One afternoon, playing in back of the house, Adams heard a sputtering in the sky, getting louder. A small airplane came into view just above the tree line, climbed, then fell again, close to the ground. Adams ran inside to tell his mother. She was lying in the bedroom with the blinds drawn, a cool rag over her eyes. She told him to hush, she had a splitting migraine. He rushed to the window, parted the blinds. “There’s nothing out there,” she told him. “Now leave the blinds alone.”
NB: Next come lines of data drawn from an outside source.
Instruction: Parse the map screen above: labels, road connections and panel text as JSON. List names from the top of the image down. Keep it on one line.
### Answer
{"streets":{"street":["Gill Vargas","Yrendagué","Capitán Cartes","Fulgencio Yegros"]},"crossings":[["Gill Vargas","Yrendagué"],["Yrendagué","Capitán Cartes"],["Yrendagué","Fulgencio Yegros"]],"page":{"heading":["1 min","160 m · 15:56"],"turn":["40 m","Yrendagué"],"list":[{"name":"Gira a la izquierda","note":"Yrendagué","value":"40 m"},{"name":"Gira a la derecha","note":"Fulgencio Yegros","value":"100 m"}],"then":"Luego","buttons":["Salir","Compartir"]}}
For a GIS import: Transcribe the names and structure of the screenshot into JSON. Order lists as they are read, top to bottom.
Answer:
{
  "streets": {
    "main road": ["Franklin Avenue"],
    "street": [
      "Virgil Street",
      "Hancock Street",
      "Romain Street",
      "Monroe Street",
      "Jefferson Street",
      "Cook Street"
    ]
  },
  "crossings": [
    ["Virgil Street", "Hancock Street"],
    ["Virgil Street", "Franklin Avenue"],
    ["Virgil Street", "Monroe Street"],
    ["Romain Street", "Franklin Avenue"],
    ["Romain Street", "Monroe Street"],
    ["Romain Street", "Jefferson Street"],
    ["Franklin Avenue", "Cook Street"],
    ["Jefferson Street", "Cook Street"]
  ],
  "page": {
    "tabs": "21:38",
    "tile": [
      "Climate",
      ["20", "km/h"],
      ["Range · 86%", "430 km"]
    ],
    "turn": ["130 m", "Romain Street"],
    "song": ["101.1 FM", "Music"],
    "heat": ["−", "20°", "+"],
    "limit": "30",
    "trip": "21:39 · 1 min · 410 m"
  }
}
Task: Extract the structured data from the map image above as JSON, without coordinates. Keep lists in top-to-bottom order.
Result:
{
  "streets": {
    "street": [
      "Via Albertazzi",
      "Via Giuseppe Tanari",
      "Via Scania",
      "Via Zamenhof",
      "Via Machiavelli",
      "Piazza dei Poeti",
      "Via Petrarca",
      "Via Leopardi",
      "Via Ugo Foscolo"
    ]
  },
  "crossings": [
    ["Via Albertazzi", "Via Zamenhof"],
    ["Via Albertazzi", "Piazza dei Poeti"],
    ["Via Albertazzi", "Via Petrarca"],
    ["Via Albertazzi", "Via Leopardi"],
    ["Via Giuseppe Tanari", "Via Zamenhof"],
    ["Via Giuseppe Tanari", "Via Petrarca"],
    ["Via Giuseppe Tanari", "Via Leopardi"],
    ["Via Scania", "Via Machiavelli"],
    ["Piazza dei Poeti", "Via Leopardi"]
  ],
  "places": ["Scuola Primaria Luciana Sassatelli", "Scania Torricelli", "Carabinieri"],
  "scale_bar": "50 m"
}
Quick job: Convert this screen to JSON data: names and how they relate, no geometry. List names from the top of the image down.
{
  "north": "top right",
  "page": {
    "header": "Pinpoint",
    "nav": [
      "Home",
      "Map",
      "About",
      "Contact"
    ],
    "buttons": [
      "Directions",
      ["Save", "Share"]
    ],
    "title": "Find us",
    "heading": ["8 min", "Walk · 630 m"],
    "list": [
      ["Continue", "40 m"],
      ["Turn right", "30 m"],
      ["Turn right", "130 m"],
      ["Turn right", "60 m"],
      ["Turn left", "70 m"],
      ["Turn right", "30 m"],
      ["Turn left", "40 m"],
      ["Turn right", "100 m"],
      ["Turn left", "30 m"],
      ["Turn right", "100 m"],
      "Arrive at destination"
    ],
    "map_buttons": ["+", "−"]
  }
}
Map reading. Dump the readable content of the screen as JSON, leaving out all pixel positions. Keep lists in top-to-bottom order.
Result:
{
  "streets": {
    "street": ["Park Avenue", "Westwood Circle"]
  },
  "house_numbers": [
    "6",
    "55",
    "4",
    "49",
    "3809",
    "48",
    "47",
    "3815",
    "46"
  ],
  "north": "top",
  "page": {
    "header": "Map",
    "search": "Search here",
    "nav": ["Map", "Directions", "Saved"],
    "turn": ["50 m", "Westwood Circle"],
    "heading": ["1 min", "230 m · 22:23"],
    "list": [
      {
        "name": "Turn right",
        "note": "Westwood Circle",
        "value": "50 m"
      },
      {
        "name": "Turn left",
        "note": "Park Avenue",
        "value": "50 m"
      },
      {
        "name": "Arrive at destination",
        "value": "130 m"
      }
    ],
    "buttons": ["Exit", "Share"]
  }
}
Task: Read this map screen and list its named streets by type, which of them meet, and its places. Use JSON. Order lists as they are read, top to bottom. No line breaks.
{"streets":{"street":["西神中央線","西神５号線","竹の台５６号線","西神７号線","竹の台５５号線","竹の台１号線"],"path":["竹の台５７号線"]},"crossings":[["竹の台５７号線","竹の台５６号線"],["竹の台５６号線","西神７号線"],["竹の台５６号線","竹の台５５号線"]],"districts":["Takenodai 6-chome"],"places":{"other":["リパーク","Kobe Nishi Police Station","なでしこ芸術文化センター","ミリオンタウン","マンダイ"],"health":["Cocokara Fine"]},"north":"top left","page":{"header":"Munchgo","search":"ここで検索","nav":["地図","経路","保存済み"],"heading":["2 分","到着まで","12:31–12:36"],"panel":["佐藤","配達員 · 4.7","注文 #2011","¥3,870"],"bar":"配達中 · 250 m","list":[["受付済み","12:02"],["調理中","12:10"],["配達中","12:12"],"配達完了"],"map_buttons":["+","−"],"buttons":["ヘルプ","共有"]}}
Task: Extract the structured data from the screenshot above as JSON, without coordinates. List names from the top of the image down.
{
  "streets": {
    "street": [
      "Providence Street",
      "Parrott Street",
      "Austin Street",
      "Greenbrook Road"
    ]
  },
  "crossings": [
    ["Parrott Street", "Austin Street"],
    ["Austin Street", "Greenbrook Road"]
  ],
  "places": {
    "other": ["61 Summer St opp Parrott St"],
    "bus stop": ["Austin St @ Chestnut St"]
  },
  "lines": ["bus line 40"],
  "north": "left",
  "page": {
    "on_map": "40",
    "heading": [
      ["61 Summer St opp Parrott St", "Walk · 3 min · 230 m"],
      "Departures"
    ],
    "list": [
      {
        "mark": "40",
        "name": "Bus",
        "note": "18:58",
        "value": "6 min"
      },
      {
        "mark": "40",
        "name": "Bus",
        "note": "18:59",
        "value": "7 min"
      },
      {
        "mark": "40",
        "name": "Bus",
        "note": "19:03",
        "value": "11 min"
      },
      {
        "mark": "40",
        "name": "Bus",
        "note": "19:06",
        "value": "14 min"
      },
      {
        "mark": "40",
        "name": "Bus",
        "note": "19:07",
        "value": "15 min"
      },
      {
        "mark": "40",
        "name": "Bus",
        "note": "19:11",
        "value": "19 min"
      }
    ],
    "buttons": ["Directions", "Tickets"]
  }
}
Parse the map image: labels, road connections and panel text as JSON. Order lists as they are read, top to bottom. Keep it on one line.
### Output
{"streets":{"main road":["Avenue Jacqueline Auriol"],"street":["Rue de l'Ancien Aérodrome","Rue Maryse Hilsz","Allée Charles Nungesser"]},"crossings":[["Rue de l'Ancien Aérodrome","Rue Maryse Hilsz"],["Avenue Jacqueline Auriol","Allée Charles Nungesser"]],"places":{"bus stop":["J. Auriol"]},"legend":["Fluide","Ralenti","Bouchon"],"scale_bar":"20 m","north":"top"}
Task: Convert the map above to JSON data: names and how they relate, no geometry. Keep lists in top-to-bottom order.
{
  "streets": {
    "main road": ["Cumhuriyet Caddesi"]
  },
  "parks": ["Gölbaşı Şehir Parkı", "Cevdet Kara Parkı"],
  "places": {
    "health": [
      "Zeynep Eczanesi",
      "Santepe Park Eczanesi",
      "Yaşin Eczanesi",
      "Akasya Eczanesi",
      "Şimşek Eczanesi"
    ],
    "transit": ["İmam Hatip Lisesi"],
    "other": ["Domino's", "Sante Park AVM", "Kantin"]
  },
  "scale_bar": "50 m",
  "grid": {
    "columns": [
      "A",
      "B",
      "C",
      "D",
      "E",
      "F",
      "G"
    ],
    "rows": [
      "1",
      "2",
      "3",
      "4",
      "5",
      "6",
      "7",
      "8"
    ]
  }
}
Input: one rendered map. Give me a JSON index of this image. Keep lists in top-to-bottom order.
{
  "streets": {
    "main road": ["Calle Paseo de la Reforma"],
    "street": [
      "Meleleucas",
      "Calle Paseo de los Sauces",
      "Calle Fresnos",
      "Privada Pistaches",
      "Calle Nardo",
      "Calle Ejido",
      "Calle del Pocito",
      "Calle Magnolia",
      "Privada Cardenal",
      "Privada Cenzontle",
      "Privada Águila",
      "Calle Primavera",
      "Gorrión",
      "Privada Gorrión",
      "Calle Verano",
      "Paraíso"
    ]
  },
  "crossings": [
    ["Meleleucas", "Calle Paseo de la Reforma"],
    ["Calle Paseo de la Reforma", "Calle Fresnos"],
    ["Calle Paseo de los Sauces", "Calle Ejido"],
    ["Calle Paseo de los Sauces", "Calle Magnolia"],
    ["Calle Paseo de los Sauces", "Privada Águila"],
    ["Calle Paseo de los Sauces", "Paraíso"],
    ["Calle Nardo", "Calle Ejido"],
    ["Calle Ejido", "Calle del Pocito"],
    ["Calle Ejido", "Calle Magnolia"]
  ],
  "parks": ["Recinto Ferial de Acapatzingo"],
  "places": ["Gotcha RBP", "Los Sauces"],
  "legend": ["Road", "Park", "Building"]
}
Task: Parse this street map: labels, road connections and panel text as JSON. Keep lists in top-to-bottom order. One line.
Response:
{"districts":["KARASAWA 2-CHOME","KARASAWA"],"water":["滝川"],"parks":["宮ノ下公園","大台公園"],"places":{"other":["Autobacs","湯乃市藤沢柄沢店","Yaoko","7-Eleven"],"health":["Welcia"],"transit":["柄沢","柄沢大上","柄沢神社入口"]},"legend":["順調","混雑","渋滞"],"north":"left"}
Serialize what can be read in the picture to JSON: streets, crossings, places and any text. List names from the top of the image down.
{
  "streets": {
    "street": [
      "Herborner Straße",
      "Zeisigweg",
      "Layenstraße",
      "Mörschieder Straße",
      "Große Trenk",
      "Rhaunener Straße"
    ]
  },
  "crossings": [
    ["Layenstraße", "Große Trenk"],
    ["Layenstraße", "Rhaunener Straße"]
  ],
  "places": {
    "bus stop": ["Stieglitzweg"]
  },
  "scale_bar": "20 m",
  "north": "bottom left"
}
The plane rolled wildly out of control, trailing a plume of smoke. Adams ran outside and watched from the back porch as it dipped, its right wing just missing the water tower at the end of the block. There was a flash of light, a scattering of wood in the air. Adams ran down the block past a gathering crowd. The plane had come apart above the neighborhood and was lying out of sight. A gaping hole in the roof of a nearby house. Adams shoved his way past spectators at the front door, followed a group of men to the bathroom. Lying in the tub, a man in a crumpled suit, arms and legs at impossible angles. A thin line of water leaked from the faucet. Washcloths covered the floor.